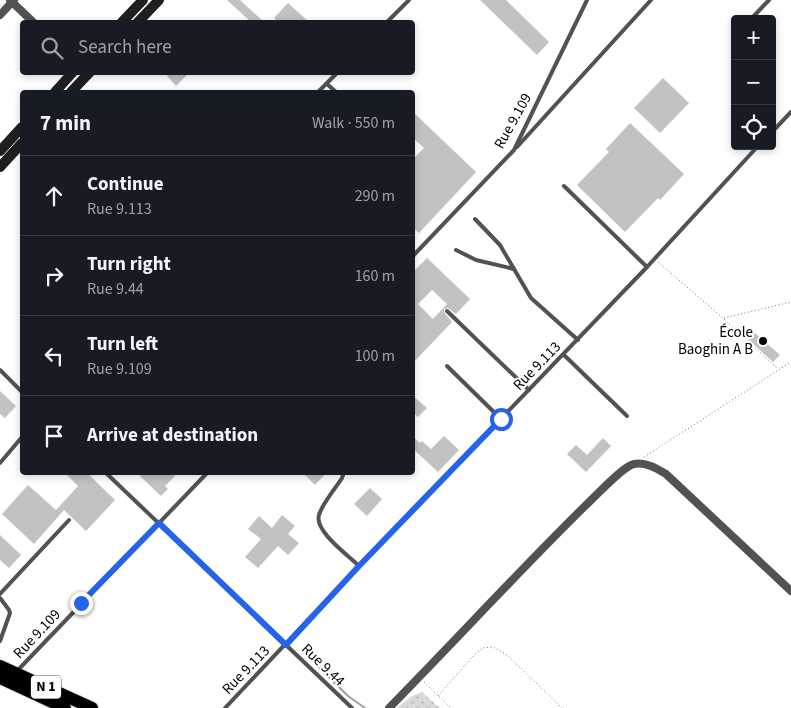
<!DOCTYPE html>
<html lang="en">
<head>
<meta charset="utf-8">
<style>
	body { margin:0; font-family:"Source Sans 3",sans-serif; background:#20242c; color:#f1f3f6 }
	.controls { position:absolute; right:15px; top:15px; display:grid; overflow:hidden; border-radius:5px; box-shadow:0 2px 8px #0003 }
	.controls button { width:45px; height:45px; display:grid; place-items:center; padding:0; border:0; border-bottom:1px solid #363941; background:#171b24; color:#f1f3f6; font:25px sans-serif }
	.stop { position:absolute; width:15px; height:15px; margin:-11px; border:4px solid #2563eb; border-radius:50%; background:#fff }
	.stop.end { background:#2563eb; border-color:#fff; box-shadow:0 1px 5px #0008 }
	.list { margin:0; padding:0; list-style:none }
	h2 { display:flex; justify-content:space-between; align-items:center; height:65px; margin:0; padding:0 20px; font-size:21px }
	h2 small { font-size:16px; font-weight:400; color:#9ea1a6 }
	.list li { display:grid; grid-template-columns:32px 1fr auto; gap:15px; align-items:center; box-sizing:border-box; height:80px; padding:0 20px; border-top:1px solid #363941 }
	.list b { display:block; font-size:19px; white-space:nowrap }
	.list p { margin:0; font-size:16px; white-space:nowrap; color:#9ea1a6 }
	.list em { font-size:16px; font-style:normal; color:#9ea1a6 }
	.icon { flex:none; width:28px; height:28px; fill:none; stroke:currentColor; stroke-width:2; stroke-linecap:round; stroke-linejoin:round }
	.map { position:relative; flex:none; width:791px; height:708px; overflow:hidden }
	.search { position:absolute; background:#171b24; box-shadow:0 2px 8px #0003; left:20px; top:20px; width:395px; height:55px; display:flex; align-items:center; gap:12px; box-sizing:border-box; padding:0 18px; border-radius:5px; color:#9ea1a6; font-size:19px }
	.panel { position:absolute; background:#171b24; box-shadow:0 2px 8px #0003; left:20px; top:90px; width:395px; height:385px; border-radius:5px }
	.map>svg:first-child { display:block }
</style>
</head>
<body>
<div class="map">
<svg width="791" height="708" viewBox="0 0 791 708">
	<defs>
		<pattern id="grass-dots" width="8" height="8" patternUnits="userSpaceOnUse" patternTransform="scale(1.25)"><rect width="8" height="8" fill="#d9d9d9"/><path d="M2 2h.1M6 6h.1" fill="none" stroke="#b8b8b8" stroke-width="1.8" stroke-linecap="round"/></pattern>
	</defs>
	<rect width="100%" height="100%" fill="#fff"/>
	<path fill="url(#grass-dots)" d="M422,692L440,708H397L412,696Z"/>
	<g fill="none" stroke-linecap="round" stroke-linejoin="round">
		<path stroke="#a0a0a0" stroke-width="2" d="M303,652L348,696L365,708"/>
	</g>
	<g fill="#c2c2c2" fill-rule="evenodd">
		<path d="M227,0H240L264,22H251Z"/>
		<path d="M480,0H506L549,42L537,55Z"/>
		<path d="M288,3L309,22H278L274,18Z"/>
		<path d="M171,72H190L176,86L167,76Z"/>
		<path d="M663,78L689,103L660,133L634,108Z"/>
		<path d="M412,111L476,172L419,233L412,227V160L424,148L412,137Z"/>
		<path d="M630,123L684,174L660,200L658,198L625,232L577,185L609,152L606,149Z"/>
		<path d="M427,258L470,299L456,314L448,308L444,309V312L452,322L412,364V273ZM432,290L447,304L433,319L418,304Z"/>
		<path d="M755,333L780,355L773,362L749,340Z"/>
		<path d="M0,391L16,406L5,418L0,414Z"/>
		<path d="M412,395L427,408L418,417L412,411Z"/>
		<path d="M412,436L420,443L422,441L431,449L444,436L459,450L438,472L412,448Z"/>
		<path d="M603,438L611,446L586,472L567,454L576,445L587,455Z"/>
		<path d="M64,472H86L115,500L86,531L64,510L34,544L2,514L28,485L56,510L78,486Z"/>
		<path d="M143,472H172L175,476L165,486L168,489L161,496L140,476Z"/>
		<path d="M302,472H327L315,485Z"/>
		<path d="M370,488L382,499L367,516L354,504Z"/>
		<path d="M282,515L295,526L288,534L299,543L288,555L278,546L258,568L245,557L261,539L248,529L259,516L272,528Z"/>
		<path d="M0,535L21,555L9,568L0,560Z"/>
	</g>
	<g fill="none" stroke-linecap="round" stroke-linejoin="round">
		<g stroke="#dbdbdb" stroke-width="14">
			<g id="trunk">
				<path d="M0,666L92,708"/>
				<path d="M0,678L65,708"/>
			</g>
		</g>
		<g stroke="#747474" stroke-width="1" stroke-dasharray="1 2.5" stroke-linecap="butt">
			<path d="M658,262L724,319L778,369"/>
			<path d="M724,318L791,302"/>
			<path d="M644,457L791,362"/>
			<path d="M424,682L451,708"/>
			<path d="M438,696L475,654L483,648L493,647L507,655L562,708"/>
		</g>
		<g stroke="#525252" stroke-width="4">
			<path d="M751,19L769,0"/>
			<path d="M387,22L409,0"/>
			<path d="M327,84L336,92"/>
			<path d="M318,92L338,72"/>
			<path d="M772,132L791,112"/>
			<path d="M517,147L651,0"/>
			<path d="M564,186L647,267"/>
			<path d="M475,219L500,245L531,298L578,340"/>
			<path d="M456,250L476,260L514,269"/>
			<path d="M412,257L514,150L587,0"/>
			<path d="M447,311L529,390"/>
			<path d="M564,355L627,416"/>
			<path d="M447,366L501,419"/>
			<path d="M0,370L22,392"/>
			<path d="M0,463L22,437"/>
			<path d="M105,472L352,708"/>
			<path d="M344,472L342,478C335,489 322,504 319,515C314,531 348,555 359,566"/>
			<path d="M0,594L69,520"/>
			<path d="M0,598L9,610L10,613L0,641"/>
			<path d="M17,671L208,472"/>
			<path d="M225,708L359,566L647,267L758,146"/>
		</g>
		<g stroke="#525252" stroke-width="8">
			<path d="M10,0L33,22"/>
			<path d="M0,15L14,0"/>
			<path d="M389,708C455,641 518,572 585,506C595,497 623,466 634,464C646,462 656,468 666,474L791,591"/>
		</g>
		<g stroke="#1f1f1f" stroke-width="10">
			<path d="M122,22L143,0"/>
			<path d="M138,22L159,0"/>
			<path d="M55,92L73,72"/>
			<path d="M71,92L90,72"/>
			<path d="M0,151L22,127"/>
			<path d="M0,167L22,143"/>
		</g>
		<use href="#trunk" stroke="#000" stroke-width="12"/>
	</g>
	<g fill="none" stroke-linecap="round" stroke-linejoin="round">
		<path stroke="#2563eb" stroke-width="6" d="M81,603L159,523L286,645L359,566L501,419"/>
	</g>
	<circle fill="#000" stroke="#fff" stroke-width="2" cx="763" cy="341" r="5"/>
	<g text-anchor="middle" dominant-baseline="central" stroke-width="4" stroke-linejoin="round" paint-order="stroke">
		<rect fill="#fff" stroke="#4c4c4c" stroke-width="1" x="31" y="675.5" width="30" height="23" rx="4"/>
		<g font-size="14" font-weight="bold" fill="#000">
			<text x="46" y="687">N 1</text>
		</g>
		<g font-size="15" fill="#000" stroke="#fff">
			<text transform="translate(513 121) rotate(-61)">Rue 9.109</text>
			<text transform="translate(537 366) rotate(-46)">Rue 9.113</text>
			<text transform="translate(37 634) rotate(-47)">Rue 9.109</text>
			<text transform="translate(323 665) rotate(44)">Rue 9.44</text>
			<text transform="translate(246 670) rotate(-46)">Rue 9.113</text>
		</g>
		<g font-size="15" fill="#000" stroke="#fff" text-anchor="end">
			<text x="753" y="332">École<tspan x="753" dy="17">Baoghin A B</tspan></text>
		</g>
	</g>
</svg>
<div class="controls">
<button>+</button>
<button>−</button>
<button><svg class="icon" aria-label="locate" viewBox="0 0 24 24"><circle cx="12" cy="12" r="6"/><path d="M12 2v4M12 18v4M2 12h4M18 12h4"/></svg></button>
</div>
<div class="stop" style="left:501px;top:419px"></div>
<div class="stop end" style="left:81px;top:603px"></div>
<div class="search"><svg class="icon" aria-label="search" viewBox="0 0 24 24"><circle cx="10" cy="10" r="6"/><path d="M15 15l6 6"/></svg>Search here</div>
<section class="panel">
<h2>7 min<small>Walk · 550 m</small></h2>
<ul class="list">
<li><svg class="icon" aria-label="ahead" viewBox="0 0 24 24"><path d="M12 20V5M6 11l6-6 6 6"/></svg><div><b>Continue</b><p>Rue 9.113</p></div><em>290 m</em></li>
<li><svg class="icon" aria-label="right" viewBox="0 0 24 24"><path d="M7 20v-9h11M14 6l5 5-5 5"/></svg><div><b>Turn right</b><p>Rue 9.44</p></div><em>160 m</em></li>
<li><svg class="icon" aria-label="left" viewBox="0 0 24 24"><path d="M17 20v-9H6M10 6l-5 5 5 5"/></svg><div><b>Turn left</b><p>Rue 9.109</p></div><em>100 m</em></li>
<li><svg class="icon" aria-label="arrive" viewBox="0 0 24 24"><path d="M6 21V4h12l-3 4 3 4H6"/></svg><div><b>Arrive at destination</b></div></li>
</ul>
</section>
</div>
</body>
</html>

----------

ASSIGNED TASK: Within the entries, find all lines that contain "solid" and copy each one.

SOLUTION FOR THIS EXERCISE:
	.controls button { width:45px; height:45px; display:grid; place-items:center; padding:0; border:0; border-bottom:1px solid #363941; background:#171b24; color:#f1f3f6; font:25px sans-serif }
	.stop { position:absolute; width:15px; height:15px; margin:-11px; border:4px solid #2563eb; border-radius:50%; background:#fff }
	.list li { display:grid; grid-template-columns:32px 1fr auto; gap:15px; align-items:center; box-sizing:border-box; height:80px; padding:0 20px; border-top:1px solid #363941 }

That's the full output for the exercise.